Ahora pensemos en nosotros. Tal vez no nos toque construir un barco de madera, pero sí enfrentamos mares que parecen imposibles: criar a nuestros hijos en rectitud en medio de un mundo turbulento, sostener la fe cuando las pruebas golpean fuerte, servir en llamamientos que sentimos que nos superan o simplemente mantener la esperanza cuando los recursos y las fuerzas parecen acabarse. Todos tenemos un barco que construir.
Y aquí está la lección: el Señor nunca nos pide algo para dejarnos solos. Él nos da la instrucción y luego nos acompaña paso a paso, mostrándonos dónde encontrar la “madera”, cómo usar las “herramientas” y cómo levantar algo que humanamente sería imposible. Cuando confiamos en Él y avanzamos, lo que parecía un proyecto destinado al fracaso se convierte en un milagro que nos lleva seguros a nuestra tierra prometida.

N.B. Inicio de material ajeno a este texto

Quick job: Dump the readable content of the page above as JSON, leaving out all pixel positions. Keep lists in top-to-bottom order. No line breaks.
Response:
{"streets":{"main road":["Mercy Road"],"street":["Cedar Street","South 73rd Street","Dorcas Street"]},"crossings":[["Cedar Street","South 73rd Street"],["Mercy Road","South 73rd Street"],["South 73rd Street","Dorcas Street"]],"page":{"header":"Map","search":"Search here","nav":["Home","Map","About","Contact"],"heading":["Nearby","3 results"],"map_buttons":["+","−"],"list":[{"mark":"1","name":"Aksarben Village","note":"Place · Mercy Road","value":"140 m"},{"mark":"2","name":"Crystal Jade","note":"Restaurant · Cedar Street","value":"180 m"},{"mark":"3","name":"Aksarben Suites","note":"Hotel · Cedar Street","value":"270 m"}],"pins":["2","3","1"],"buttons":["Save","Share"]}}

Queridos hermanos, la reflexión es clara: no importa lo grande del desafío, sino lo grande de nuestra fe. Como Nefi, cada uno de nosotros puede decir: “Si Dios me lo manda, Él me prepara el camino”. Construyamos nuestros barcos con confianza en Cristo, y veremos cómo el mar que parecía infinito se convierte en el camino hacia nuestras promesas.